On the way into Duke Hospital, I coughed blood and felt excruciating pain. In the ER there were nurses and doctors hovering over me, but I felt terrified and alone. And then she walked in -- like she owned the place. It was the most amazing thing. She was as calm and collected as the experienced ER nurse she had once been. She wore her Duke Medical Center badge and found the attending physician and asked him "what was the verdict." He told her they were working up some internal injuries. He said they would do an MRI and then take me straight into surgery. She came to my side, leaned down and kissed my cheek. She smiled and held my hand. She said the doctor would put a tube down my throat in a minute and then I would fall asleep and the pain would stop.
“You’ll be fine, Mister,” she said. “I love you.”
* * *
It seemed like a good idea at the time. We were in Ft. Lauderdale at the beach with the kids and it was August 20, 2008.
“Let’s drive down and have lunch at that hotel in Bal Harbor,” I said. “It was twenty-five years ago today -- Mom and I got married and we went there on our wedding night.”
We piled everybody into the rented minivan, loaded Angela’s wheelchair in the back, and headed down I-95 in another soaking tropical storm. On the way, I told them the story of leaving Grandpa’s Oldsmobile in the hotel driveway with no keys in it.
“Arriving at destination!” said the disembodied voice with a British accent from the GPS box.

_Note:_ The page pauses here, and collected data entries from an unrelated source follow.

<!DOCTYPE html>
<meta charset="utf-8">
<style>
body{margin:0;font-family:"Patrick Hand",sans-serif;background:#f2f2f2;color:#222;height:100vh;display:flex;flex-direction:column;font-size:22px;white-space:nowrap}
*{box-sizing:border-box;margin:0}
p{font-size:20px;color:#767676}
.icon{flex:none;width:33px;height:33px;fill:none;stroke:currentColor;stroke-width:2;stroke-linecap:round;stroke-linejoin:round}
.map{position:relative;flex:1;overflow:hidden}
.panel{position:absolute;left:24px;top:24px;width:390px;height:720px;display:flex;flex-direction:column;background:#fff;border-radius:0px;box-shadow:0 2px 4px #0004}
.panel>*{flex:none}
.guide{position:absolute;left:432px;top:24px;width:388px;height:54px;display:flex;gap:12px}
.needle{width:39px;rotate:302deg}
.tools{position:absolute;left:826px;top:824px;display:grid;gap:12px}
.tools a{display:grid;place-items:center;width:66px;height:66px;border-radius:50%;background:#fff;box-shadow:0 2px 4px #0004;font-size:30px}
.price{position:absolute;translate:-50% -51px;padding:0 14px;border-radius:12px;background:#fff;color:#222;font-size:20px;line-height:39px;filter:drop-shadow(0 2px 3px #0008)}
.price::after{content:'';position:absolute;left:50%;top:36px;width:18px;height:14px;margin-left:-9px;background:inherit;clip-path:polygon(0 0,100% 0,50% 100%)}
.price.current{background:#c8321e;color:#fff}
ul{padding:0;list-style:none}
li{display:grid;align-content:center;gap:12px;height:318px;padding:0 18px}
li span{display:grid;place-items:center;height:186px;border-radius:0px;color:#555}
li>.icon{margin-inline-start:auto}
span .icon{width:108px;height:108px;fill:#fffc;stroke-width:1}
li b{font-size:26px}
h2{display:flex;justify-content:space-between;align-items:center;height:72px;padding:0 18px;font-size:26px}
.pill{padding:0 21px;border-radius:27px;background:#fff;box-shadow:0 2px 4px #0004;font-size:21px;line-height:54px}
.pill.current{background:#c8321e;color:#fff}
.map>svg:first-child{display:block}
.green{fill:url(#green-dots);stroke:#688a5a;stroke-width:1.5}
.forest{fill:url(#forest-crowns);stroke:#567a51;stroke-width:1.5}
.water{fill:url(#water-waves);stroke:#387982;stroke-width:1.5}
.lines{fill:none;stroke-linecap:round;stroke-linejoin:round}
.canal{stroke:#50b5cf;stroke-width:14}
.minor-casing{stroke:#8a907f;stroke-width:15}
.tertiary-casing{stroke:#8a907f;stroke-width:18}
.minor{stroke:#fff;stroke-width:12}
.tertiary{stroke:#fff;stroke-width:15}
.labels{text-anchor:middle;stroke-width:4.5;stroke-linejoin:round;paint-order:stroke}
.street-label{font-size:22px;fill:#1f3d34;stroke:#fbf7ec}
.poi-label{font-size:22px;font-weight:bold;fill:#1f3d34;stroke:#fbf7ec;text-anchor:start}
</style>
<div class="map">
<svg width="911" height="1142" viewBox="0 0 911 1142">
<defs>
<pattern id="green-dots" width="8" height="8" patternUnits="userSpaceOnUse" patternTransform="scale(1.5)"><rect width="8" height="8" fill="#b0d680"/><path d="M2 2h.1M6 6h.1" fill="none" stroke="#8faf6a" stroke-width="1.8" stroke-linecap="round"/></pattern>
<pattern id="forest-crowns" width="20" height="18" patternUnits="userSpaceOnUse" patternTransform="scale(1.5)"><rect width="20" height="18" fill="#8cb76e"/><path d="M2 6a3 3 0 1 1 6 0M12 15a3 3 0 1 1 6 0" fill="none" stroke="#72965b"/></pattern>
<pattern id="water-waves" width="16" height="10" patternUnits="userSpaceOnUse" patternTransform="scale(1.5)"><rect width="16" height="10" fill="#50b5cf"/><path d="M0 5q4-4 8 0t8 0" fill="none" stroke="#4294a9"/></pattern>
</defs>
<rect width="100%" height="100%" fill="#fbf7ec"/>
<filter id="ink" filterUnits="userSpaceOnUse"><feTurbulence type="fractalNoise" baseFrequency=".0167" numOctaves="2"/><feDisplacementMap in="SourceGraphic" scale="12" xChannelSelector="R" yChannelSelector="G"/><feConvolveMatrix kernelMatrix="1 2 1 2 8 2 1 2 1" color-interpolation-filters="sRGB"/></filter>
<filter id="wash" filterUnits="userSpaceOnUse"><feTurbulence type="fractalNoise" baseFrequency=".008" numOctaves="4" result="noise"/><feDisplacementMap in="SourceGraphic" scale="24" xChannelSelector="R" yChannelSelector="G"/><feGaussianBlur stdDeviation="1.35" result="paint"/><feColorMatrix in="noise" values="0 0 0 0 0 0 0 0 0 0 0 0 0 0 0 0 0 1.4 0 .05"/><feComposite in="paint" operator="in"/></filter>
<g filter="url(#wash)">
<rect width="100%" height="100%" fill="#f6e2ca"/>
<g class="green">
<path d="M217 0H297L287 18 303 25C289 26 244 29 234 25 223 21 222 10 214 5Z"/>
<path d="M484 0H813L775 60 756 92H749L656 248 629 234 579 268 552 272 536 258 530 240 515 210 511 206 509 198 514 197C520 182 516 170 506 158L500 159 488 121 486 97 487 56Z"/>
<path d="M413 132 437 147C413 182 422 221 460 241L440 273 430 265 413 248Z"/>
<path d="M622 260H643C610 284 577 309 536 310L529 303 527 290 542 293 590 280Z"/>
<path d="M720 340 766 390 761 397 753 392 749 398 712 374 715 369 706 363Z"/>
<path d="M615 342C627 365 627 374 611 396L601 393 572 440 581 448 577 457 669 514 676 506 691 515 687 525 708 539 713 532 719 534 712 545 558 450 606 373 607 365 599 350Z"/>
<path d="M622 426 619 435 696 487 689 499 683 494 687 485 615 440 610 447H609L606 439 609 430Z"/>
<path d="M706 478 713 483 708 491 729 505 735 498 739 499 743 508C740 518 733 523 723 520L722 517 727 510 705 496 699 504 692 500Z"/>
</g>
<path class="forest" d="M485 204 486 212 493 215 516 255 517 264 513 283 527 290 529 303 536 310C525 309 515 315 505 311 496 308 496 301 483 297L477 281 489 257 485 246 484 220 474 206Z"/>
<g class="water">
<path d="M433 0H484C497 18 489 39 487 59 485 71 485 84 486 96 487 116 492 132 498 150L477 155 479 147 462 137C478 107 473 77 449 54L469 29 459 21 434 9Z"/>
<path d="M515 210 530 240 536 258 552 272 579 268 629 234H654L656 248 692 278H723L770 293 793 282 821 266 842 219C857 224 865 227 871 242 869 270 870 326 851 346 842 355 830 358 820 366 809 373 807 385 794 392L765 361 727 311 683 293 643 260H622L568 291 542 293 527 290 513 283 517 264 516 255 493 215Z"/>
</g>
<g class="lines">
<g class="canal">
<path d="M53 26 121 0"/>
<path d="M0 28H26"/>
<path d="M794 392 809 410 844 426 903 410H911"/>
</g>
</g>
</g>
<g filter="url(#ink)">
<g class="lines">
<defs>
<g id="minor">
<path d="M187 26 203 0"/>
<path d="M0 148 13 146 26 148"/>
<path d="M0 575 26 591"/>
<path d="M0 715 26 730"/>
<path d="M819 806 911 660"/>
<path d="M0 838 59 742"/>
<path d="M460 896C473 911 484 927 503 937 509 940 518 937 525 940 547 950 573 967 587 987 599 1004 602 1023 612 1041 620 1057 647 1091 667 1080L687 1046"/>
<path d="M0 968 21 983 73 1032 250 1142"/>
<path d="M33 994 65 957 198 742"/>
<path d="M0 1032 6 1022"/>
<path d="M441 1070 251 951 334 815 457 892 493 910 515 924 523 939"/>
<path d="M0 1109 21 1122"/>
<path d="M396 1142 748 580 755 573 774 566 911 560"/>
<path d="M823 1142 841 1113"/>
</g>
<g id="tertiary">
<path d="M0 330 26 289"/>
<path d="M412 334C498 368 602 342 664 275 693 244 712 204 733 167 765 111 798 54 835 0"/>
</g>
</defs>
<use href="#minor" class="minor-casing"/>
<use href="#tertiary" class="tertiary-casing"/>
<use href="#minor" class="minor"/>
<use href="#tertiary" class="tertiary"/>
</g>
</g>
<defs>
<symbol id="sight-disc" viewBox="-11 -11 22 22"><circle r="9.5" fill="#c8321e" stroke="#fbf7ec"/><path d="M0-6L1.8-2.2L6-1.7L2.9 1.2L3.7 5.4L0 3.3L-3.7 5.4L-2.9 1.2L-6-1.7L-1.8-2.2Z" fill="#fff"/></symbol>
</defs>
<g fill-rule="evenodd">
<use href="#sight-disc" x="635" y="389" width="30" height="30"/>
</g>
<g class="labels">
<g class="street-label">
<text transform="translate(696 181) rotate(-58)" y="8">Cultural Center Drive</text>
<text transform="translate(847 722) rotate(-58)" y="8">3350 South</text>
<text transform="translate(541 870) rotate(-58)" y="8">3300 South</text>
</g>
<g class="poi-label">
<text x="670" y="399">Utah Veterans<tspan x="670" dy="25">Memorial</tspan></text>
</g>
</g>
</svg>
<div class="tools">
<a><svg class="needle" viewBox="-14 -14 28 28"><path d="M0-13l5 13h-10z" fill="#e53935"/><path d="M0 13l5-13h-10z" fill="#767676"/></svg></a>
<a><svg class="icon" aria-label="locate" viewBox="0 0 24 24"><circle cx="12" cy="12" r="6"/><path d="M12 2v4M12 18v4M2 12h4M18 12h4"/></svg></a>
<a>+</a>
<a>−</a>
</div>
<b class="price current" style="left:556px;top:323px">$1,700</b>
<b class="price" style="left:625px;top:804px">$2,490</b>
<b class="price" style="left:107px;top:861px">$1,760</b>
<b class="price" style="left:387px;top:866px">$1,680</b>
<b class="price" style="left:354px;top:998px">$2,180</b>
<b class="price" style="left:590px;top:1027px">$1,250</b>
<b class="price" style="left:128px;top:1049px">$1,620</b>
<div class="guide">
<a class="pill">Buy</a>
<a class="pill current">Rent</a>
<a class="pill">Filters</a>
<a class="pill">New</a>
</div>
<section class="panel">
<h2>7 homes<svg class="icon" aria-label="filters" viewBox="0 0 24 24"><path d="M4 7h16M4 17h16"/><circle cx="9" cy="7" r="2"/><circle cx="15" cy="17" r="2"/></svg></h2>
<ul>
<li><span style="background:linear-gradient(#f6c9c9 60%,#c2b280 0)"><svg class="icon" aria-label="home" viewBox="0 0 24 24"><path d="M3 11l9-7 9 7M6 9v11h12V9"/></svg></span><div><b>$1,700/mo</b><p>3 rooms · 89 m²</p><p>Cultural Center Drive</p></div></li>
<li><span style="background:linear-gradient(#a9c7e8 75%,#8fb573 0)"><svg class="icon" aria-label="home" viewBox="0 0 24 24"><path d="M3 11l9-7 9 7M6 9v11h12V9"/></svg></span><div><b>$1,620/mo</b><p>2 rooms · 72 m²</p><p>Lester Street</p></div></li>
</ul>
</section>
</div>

“Where is it, Dad?” Matt asked.
There was a hole in the ground where the hotel had once stood. I stared at piles of concrete rubble and recalled the eighth-floor balcony where we had sipped champagne and gazed out at the lighted pool with the palm trees and the vast Atlantic Ocean beyond. A quiet night that spoke of infinite possibilities.
In the lobby of the next condo over, I asked the doorman if he remembered the hotel. “Oh, they tore that down just a few months ago,” he said. “But they’re building a new one on the beach here. It’s going to be spectacular. That land was too valuable for something so dated.”
* * *
I walk back out to the minivan through the rain and suddenly we’re young again. We’re sitting on a park bench at the edge of a village green. It's a dappled summer afternoon in a tiny town in New Hampshire. The yellow 1970 VW bug is parked on the street behind us. We’re on our way back from a jazz festival in Saratoga Springs with our friend Jeff Leifer, and we’ve just stopped to get something to eat. Leifer is joking around and we’re laughing. And then we notice a solitary old man, slowly making his way across the green. He is gray and stooped and carries a walking stick. He’s wearing a sweater and a flat wool cap in the summer. The old man gets closer and then he looks straight at us -- meets our eyes and sees that we’ve been watching him. He walks on by, towards another park bench, and we think maybe he’ll sit down. But he just stops for a moment, looks back at us, takes a flying leap over the bench and clears it by a mile.